Turkey’s Ulker in investor meetings for debut eurobond after wealth fund fails

Turkey’s Ulker in investor meetings for debut eurobond after wealth fund fails
By Akin Nazli in Belgrade October 21, 2020

Ulker Biskuvi (ULKER), Turkey’s leading confectionery maker owned by Yildiz Holding, has mandated Merrill Lynch, JPMorgan and HSBC to hold investor meetings from October 19 in the UK and US to sell eurobonds, the company said on October 19 in a stock exchange filing.

The ultimate decision on whether to move ahead with a bond issuance and the amount and terms of the issue will be determined based on market conditions after the investor meetings, it added.

Ulker is looking to sell 5-year or 7-year USD papers, unnamed bankers told Reuters on October 20.

On October 16, Ulker said it has received approval from the Turkish Capital Markets Board (SPK) to sell up to $750mn of papers abroad.

Three days later, Fitch Ratings assigned a first-time rating of ‘BB-(EXP/Expected)-Negative’, three notches below investment grade to Ulker and its upcoming senior unsecured eurobonds. It was issued in parallel with Turkey’s sovereign rating and country ceiling. The assignment of final ratings will be contingent on the receipt of final documents conforming to information already received and the refinancing of a syndicated loan due in November 2020 with eurobond proceeds, Fitch noted.

In April, Ulker renewed a 3-year $375mn loan with a 121% rollover rate. Like that loan, its $450mn syndicated loan, mentioned by Fitch, was signed in 2017.

Also on October 19, Standard & Poor’s assigned a first-time rating of B+/Stable, four notches below investment grade, to Ulker and its upcoming paper in parallel to Turkey’s sovereign rating.

Ulker’s sizable cash deposit held at the ultimate parent company, Yildiz Holding, mitigates refinancing risks and Yildiz Holding does not negatively affect Ulker's credit standing, in S&P’s view.

S&P also noted that Ulker will use the proceedings from eurobonds to refinance its Turkish lira (TRY) 3.7bn worth of debt, 43% of the company’s total debt, due November this year.

In 2006, Ulker said in a stock exchange filing that it established a Luxemburg-based subsidiary, namely Ulker Finance SA, and it mandated ABN Amro and Dresdner Kleinwort to sell eurobonds.

However, the auction was not held and subsequently Ulker Finance appeared to have been liquidated.

In 2018, Yildiz struck a deal for Turkey’s largest ever debt restructuring, covering $6.5bn of debt.

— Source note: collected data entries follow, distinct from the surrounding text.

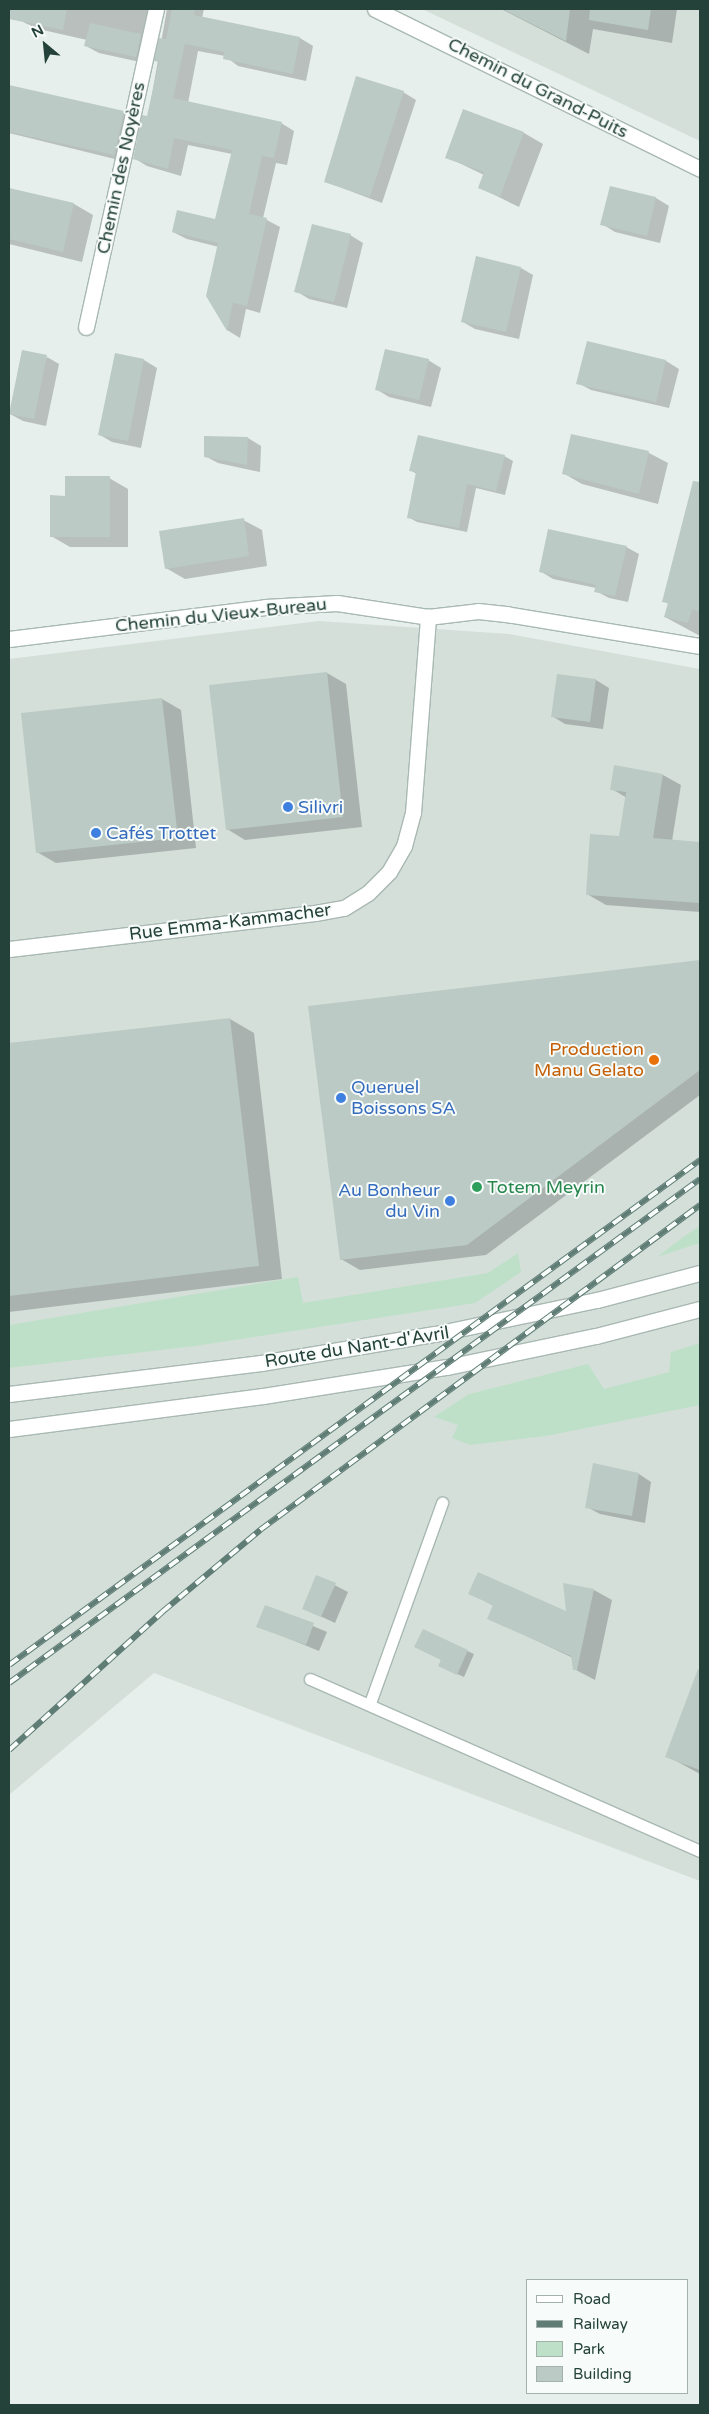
<!DOCTYPE html>
<html>
<head>
<meta charset="utf-8">
<style>
  body { margin:0 }
  #map { position:relative; width:709px; height:2414px; overflow:hidden; background:#e6efeb; font-family:"Varela Round",sans-serif }
  div>[style] { position:absolute }
  .built>* { inset:0; background:#d4dfda }
  .green>* { inset:0; background:#bfe0c8 }
  .shadow>* { inset:0; background:#0003 }
  .building>* { inset:0; background:#bbcac4 }
  .roads { filter:drop-shadow(1px 0 #a8b8b2) drop-shadow(-1px 0 #a8b8b2) drop-shadow(0 1px #a8b8b2) drop-shadow(0 -1px #a8b8b2) }
  .lane>* { height:11px; margin:-5.5px; padding:0 5.5px; transform-origin:5.5px; border-radius:5.5px; background:#fff }
  .street>* { height:15px; margin:-7.5px; padding:0 7.5px; transform-origin:7.5px; border-radius:7.5px; background:#fff }
  .secondary>* { height:15px; margin:-7.5px; padding:0 7.5px; transform-origin:7.5px; border-radius:7.5px; background:#fff }
  .rail>* { height:5.5px; margin-top:-2.75px; transform-origin:0; background:repeating-linear-gradient(90deg,#f7fbf9 0 11px,#5f7d75 0 22px); box-sizing:border-box; border-block:1px solid #5f7d75 }
  .dots>* { width:14px; height:14px; translate:-50% -50%; box-sizing:border-box; border:2px solid #f7fbf9; border-radius:50% }
  span { translate:-50% -50%; white-space:nowrap; text-align:center; line-height:1.15; -webkit-text-stroke:4px #f7fbf9; paint-order:stroke }
  .street-label { font-size:18px; color:#24423a }
  .shop-label { font-size:18px; color:#366cbe }
  .left { translate:0 -50%; text-align:left }
  .right { translate:-100% -50%; text-align:right }
  .food-label { font-size:18px; color:#c56008 }
  .leisure-label { font-size:18px; color:#27864d }
  .frame { position:absolute; inset:0; border:10px solid #24423a; pointer-events:none }
  .legend { position:absolute; left:526px; top:2279px; width:162px; height:115px; box-sizing:border-box; background:#f7fbf9; border:1px solid #a3b1ad; margin:0; padding:6px 9px; list-style:none; font-size:15px; color:#24423a }
  .legend li { display:flex; align-items:center; gap:10px; height:25px }
  .legend b { width:25px; border:1px solid #a3b1ad }
  .north { position:absolute; left:20px; top:20px; width:50px; height:50px; -webkit-text-stroke:4px #f7fbf9; paint-order:stroke; rotate:332deg; font-size:14px; font-weight:700; line-height:20px; text-align:center; color:#24423a }
  .north::after { content:''; display:block; margin:auto; width:18px; height:22px; background:#24423a; clip-path:polygon(50% 0,100% 100%,50% 72%,0 100%) }
</style>
</head>
<body>
<div id="map">
  <div class="built">
    <i style="clip-path:polygon(422px 9px,700px 9px,700px 141px)"></i>
    <i style="clip-path:polygon(319px 621px,509px 634px,700px 669px,700px 1881px,154px 1673px,9px 1795px,9px 659px)"></i>
  </div>
  <div class="green">
    <i style="clip-path:polygon(700px 1226px,700px 1243px,657px 1257px,686px 1235px)"></i>
    <i style="clip-path:polygon(518px 1253px,521px 1272px,475px 1303px,195px 1346px,9px 1368px,9px 1325px,298px 1277px,303px 1303px,488px 1273px)"></i>
    <i style="clip-path:polygon(700px 1343px,700px 1405px,546px 1436px,470px 1445px,452px 1438px,458px 1425px,434px 1417px,469px 1394px,588px 1364px,604px 1389px,669px 1372px,671px 1352px)"></i>
  </div>
  <div class="shadow">
    <i style="clip-path:polygon(23px 9px,165px 9px,160px 14px,149px 64px,99px 53px,86px 46px,87px 40px,34px 28px,20px 20px)"></i>
    <i style="clip-path:polygon(167px 9px,204px 9px,202px 18px,300px 38px,313px 46px,306px 81px,238px 66px,225px 56px,198px 51px,188px 103px,281px 123px,294px 131px,287px 165px,276px 163px,263px 218px,280px 227px,260px 313px,246px 309px,240px 338px,227px 330px,207px 296px,219px 247px,187px 239px,173px 232px,216px 221px,232px 154px,188px 145px,181px 176px,147px 166px,134px 158px,148px 117px)"></i>
    <i style="clip-path:polygon(501px 9px,677px 9px,672px 43px,593px 29px,589px 54px)"></i>
    <i style="clip-path:polygon(12px 87px,124px 112px,136px 119px,127px 162px,9px 133px)"></i>
    <i style="clip-path:polygon(403px 92px,416px 100px,382px 203px,326px 182px)"></i>
    <i style="clip-path:polygon(464px 110px,524px 133px,543px 144px,519px 207px,480px 188px,484px 175px,447px 157px)"></i>
    <i style="clip-path:polygon(611px 188px,656px 198px,669px 206px,660px 243px,615px 232px,602px 224px)"></i>
    <i style="clip-path:polygon(9px 189px,74px 204px,93px 215px,82px 262px,9px 244px)"></i>
    <i style="clip-path:polygon(350px 235px,363px 243px,347px 308px,309px 299px,296px 291px)"></i>
    <i style="clip-path:polygon(521px 268px,533px 275px,519px 339px,475px 329px,463px 322px)"></i>
    <i style="clip-path:polygon(588px 343px,666px 361px,679px 369px,669px 408px,591px 390px,578px 383px)"></i>
    <i style="clip-path:polygon(116px 355px,144px 360px,157px 368px,141px 448px,112px 442px,100px 435px)"></i>
    <i style="clip-path:polygon(47px 357px,59px 364px,46px 426px,23px 421px,10px 414px)"></i>
    <i style="clip-path:polygon(428px 360px,441px 368px,431px 407px,389px 397px,376px 389px)"></i>
    <i style="clip-path:polygon(572px 435px,649px 453px,668px 463px,658px 504px,582px 484px,563px 473px)"></i>
    <i style="clip-path:polygon(248px 438px,261px 446px,260px 472px,218px 463px,205px 456px)"></i>
    <i style="clip-path:polygon(504px 456px,513px 461px,505px 495px,476px 488px,467px 532px,417px 522px,408px 517px,417px 474px,410px 470px)"></i>
    <i style="clip-path:polygon(109px 478px,128px 489px,128px 547px,70px 547px,51px 536px,66px 497px)"></i>
    <i style="clip-path:polygon(699px 498px,700px 499px,700px 636px,665px 617px,669px 604px,663px 601px)"></i>
    <i style="clip-path:polygon(9px 508px,10px 509px,10px 553px,9px 553px)"></i>
    <i style="clip-path:polygon(243px 520px,262px 530px,267px 566px,185px 579px,166px 568px)"></i>
    <i style="clip-path:polygon(626px 547px,639px 554px,628px 602px,609px 598px,596px 591px,596px 588px,553px 579px,540px 571px)"></i>
    <i style="clip-path:polygon(327px 673px,346px 684px,362px 827px,245px 840px,227px 829px)"></i>
    <i style="clip-path:polygon(558px 675px,596px 680px,609px 688px,603px 729px,565px 724px,552px 716px)"></i>
    <i style="clip-path:polygon(162px 699px,181px 710px,196px 848px,56px 863px,37px 852px)"></i>
    <i style="clip-path:polygon(615px 767px,663px 775px,681px 785px,672px 841px,700px 843px,700px 912px,606px 905px,587px 894px,620px 837px,627px 798px,612px 789px)"></i>
    <i style="clip-path:polygon(700px 961px,700px 1095px,486px 1255px,360px 1270px,341px 1259px,310px 1007px)"></i>
    <i style="clip-path:polygon(230px 1019px,254px 1033px,282px 1279px,9px 1312px,9px 1044px)"></i>
    <i style="clip-path:polygon(639px 1474px,651px 1482px,645px 1523px,600px 1514px,587px 1507px)"></i>
    <i style="clip-path:polygon(317px 1576px,348px 1592px,335px 1623px,303px 1608px)"></i>
    <i style="clip-path:polygon(594px 1590px,612px 1600px,595px 1680px,574px 1669px,573px 1658px,489px 1618px,494px 1606px,470px 1593px,568px 1613px)"></i>
    <i style="clip-path:polygon(266px 1606px,327px 1632px,319px 1651px,258px 1626px)"></i>
    <i style="clip-path:polygon(423px 1631px,474px 1654px,464px 1677px,446px 1669px)"></i>
    <i style="clip-path:polygon(700px 1667px,700px 1774px,667px 1756px)"></i>
  </div>
  <div class="building">
    <i style="clip-path:polygon(9px 9px,67px 9px,63px 30px,9px 19px)"></i>
    <i style="clip-path:polygon(172px 9px,195px 9px,194px 15px,300px 37px,293px 74px,223px 59px,224px 52px,185px 44px,173px 98px,282px 122px,274px 158px,262px 156px,249px 214px,267px 218px,247px 306px,233px 303px,227px 331px,206px 296px,218px 243px,172px 232px,177px 210px,215px 219px,232px 150px,174px 138px,168px 169px,133px 159px,142px 115px,147px 116px,159px 62px,154px 61px,159px 38px,166px 39px)"></i>
    <i style="clip-path:polygon(502px 9px,570px 9px,566px 41px)"></i>
    <i style="clip-path:polygon(590px 9px,651px 9px,648px 30px,589px 20px)"></i>
    <i style="clip-path:polygon(90px 23px,141px 34px,136px 57px,84px 46px)"></i>
    <i style="clip-path:polygon(356px 76px,404px 91px,370px 197px,324px 182px)"></i>
    <i style="clip-path:polygon(9px 85px,124px 111px,114px 155px,9px 132px)"></i>
    <i style="clip-path:polygon(463px 109px,524px 132px,500px 197px,478px 188px,484px 172px,445px 158px)"></i>
    <i style="clip-path:polygon(610px 186px,656px 197px,647px 236px,600px 225px)"></i>
    <i style="clip-path:polygon(9px 188px,74px 203px,63px 252px,9px 239px)"></i>
    <i style="clip-path:polygon(312px 224px,351px 234px,334px 302px,294px 292px)"></i>
    <i style="clip-path:polygon(476px 256px,521px 267px,506px 332px,461px 322px)"></i>
    <i style="clip-path:polygon(587px 341px,666px 360px,656px 402px,576px 384px)"></i>
    <i style="clip-path:polygon(385px 349px,429px 359px,419px 400px,375px 390px)"></i>
    <i style="clip-path:polygon(22px 350px,47px 355px,34px 419px,9px 414px)"></i>
    <i style="clip-path:polygon(115px 353px,144px 359px,128px 441px,98px 435px)"></i>
    <i style="clip-path:polygon(571px 434px,649px 451px,639px 494px,562px 474px)"></i>
    <i style="clip-path:polygon(418px 435px,505px 455px,496px 491px,467px 484px,459px 528px,407px 518px,416px 472px,409px 471px)"></i>
    <i style="clip-path:polygon(204px 436px,248px 437px,247px 465px,204px 457px)"></i>
    <i style="clip-path:polygon(65px 476px,110px 476px,110px 537px,50px 537px,50px 495px,65px 496px)"></i>
    <i style="clip-path:polygon(693px 481px,700px 482px,700px 612px,692px 609px,688px 623px,664px 617px,668px 603px,662px 602px)"></i>
    <i style="clip-path:polygon(244px 518px,249px 556px,165px 569px,159px 531px)"></i>
    <i style="clip-path:polygon(548px 529px,627px 546px,615px 596px,594px 592px,596px 585px,539px 572px)"></i>
    <i style="clip-path:polygon(327px 672px,343px 817px,226px 830px,209px 685px)"></i>
    <i style="clip-path:polygon(557px 674px,596px 679px,590px 722px,551px 717px)"></i>
    <i style="clip-path:polygon(162px 698px,178px 838px,36px 853px,21px 713px)"></i>
    <i style="clip-path:polygon(614px 765px,663px 774px,653px 838px,700px 842px,700px 903px,586px 895px,590px 834px,619px 836px,626px 792px,610px 790px)"></i>
    <i style="clip-path:polygon(700px 960px,700px 1070px,467px 1245px,340px 1260px,308px 1006px)"></i>
    <i style="clip-path:polygon(230px 1018px,259px 1266px,9px 1296px,9px 1043px)"></i>
    <i style="clip-path:polygon(593px 1463px,639px 1473px,632px 1516px,585px 1508px)"></i>
    <i style="clip-path:polygon(478px 1572px,566px 1611px,563px 1583px,594px 1589px,577px 1670px,573px 1670px,571px 1656px,487px 1619px,493px 1605px,468px 1594px)"></i>
    <i style="clip-path:polygon(316px 1575px,336px 1583px,321px 1617px,302px 1609px)"></i>
    <i style="clip-path:polygon(265px 1605px,314px 1623px,306px 1645px,256px 1627px)"></i>
    <i style="clip-path:polygon(423px 1629px,468px 1650px,457px 1675px,438px 1666px,441px 1660px,414px 1647px)"></i>
    <i style="clip-path:polygon(698px 1669px,700px 1670px,700px 1770px,665px 1757px)"></i>
  </div>
  <div class="roads">
    <div class="lane">
      <i style="left:310px;top:1679px;width:426px;rotate:23.8deg"></i>
      <i style="left:370px;top:1703px;width:213px;rotate:-70.2deg"></i>
    </div>
    <div class="street">
      <i style="left:375px;top:9px;width:362px;rotate:26.2deg"></i>
      <i style="left:86px;top:327px;width:326px;rotate:-77.6deg"></i>
      <i style="left:9px;top:639px;width:258px;rotate:-7.1deg"></i>
      <i style="left:265px;top:607px;width:72px;rotate:-3.2deg"></i>
      <i style="left:337px;top:603px;width:92px;rotate:8.7deg"></i>
      <i style="left:428px;top:617px;width:50px;rotate:-6.8deg"></i>
      <i style="left:478px;top:611px;width:28px;rotate:6deg"></i>
      <i style="left:506px;top:614px;width:197px;rotate:9.4deg"></i>
      <i style="left:9px;top:949px;width:308px;rotate:-6.7deg"></i>
      <i style="left:315px;top:913px;width:29px;rotate:-10deg"></i>
      <i style="left:344px;top:908px;width:28px;rotate:-32deg"></i>
      <i style="left:368px;top:893px;width:30px;rotate:-45deg"></i>
      <i style="left:389px;top:872px;width:30px;rotate:-60deg"></i>
      <i style="left:404px;top:846px;width:34px;rotate:-75deg"></i>
      <i style="left:413px;top:813px;width:197px;rotate:-85.6deg"></i>
    </div>
    <div class="secondary">
      <i style="left:9px;top:1394px;width:254px;rotate:-7deg"></i>
      <i style="left:261px;top:1363px;width:176px;rotate:-9.5deg"></i>
      <i style="left:435px;top:1334px;width:166px;rotate:-11.9deg"></i>
      <i style="left:597px;top:1300px;width:106px;rotate:-14.7deg"></i>
      <i style="left:9px;top:1429px;width:256px;rotate:-7.4deg"></i>
      <i style="left:263px;top:1396px;width:186px;rotate:-9deg"></i>
      <i style="left:447px;top:1367px;width:152px;rotate:-11.8deg"></i>
      <i style="left:596px;top:1336px;width:107px;rotate:-14.6deg"></i>
    </div>
  </div>
  <div class="rail">
    <i style="left:9px;top:1665px;width:856px;rotate:-36.16deg"></i>
    <i style="left:9px;top:1683px;width:855px;rotate:-36.11deg"></i>
    <i style="left:9px;top:1750px;width:206px;rotate:-42deg"></i>
    <i style="left:162px;top:1612px;width:128px;rotate:-39.9deg"></i>
    <i style="left:260px;top:1530px;width:547px;rotate:-36.45deg"></i>
  </div>
  <div class="dots">
    <i style="left:288px;top:807px;background:#3f7fe0"></i>
    <i style="left:96px;top:833px;background:#3f7fe0"></i>
    <i style="left:654px;top:1060px;background:#e8710a"></i>
    <i style="left:341px;top:1098px;background:#3f7fe0"></i>
    <i style="left:477px;top:1187px;background:#2e9e5b"></i>
    <i style="left:450px;top:1201px;background:#3f7fe0"></i>
  </div>
  <div class="street-label">
    <span style="left:538px;top:88px;rotate:27deg">Chemin du Grand-Puits</span>
    <span style="left:121px;top:168px;rotate:-78deg">Chemin des Noyères</span>
    <span style="left:221px;top:615px;rotate:-6deg">Chemin du Vieux-Bureau</span>
    <span style="left:230px;top:922px;rotate:-7deg">Rue Emma-Kammacher</span>
    <span style="left:357px;top:1347px;rotate:-9deg">Route du Nant-d'Avril</span>
  </div>
  <div class="shop-label">
    <span class="left" style="left:298px;top:807px">Silivri</span>
    <span class="left" style="left:106px;top:833px">Cafés Trottet</span>
    <span class="left" style="left:351px;top:1098px">Queruel<br>Boissons SA</span>
    <span class="right" style="left:440px;top:1201px">Au Bonheur<br>du Vin</span>
  </div>
  <div class="food-label">
    <span class="right" style="left:644px;top:1060px">Production<br>Manu Gelato</span>
  </div>
  <div class="leisure-label">
    <span class="left" style="left:487px;top:1187px">Totem Meyrin</span>
  </div>
  <div class="frame"></div>
  <ul class="legend">
  <li><b style="height:6px;background:#fff"></b>Road</li>
  <li><b style="height:6px;background:#5f7d75"></b>Railway</li>
  <li><b style="height:14px;background:#bfe0c8"></b>Park</li>
  <li><b style="height:14px;background:#bbcac4"></b>Building</li>
  </ul>
  <div class="north">N</div>
</div>
</body>
</html>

It restructured the debt again, in August this year.

Turkey’s two eurobond deals this year—both of them sovereign—compare with as many as 18 in a normal year, Mustafa Bagriacik of JPMorgan told Bloomberg on October 20.

'More of a cost concern'

 “Corporate issuances are more of a cost concern rather than a matter of accessibility. We have a strong pipeline for the upcoming period,” Bagriacik added.

JP was among the bookrunners for the Turkish Treasury’s latest $2.5bn 5-year auction, which priced at more than 600bp higher than US Treasuries.

On October 20, BloombergHT reported that the Turkey Wealth Fund (TWF/TVF), had cancelled an auction for the sale of 5-year USD eurobonds after holding investor meetings on October 13.

Asked for yields over the sovereign from investors were higher than Turkish officials expected, a person familiar with the matter told Bloomberg News. TVF was set up as a sovereign wealth fund (SWF) by Ankara even though Turkey lacks vast natural resources to generate profits for it, the usual process that a country pursues with an SWF. President Recep Tayyip Erdogan sits at the head of the fund.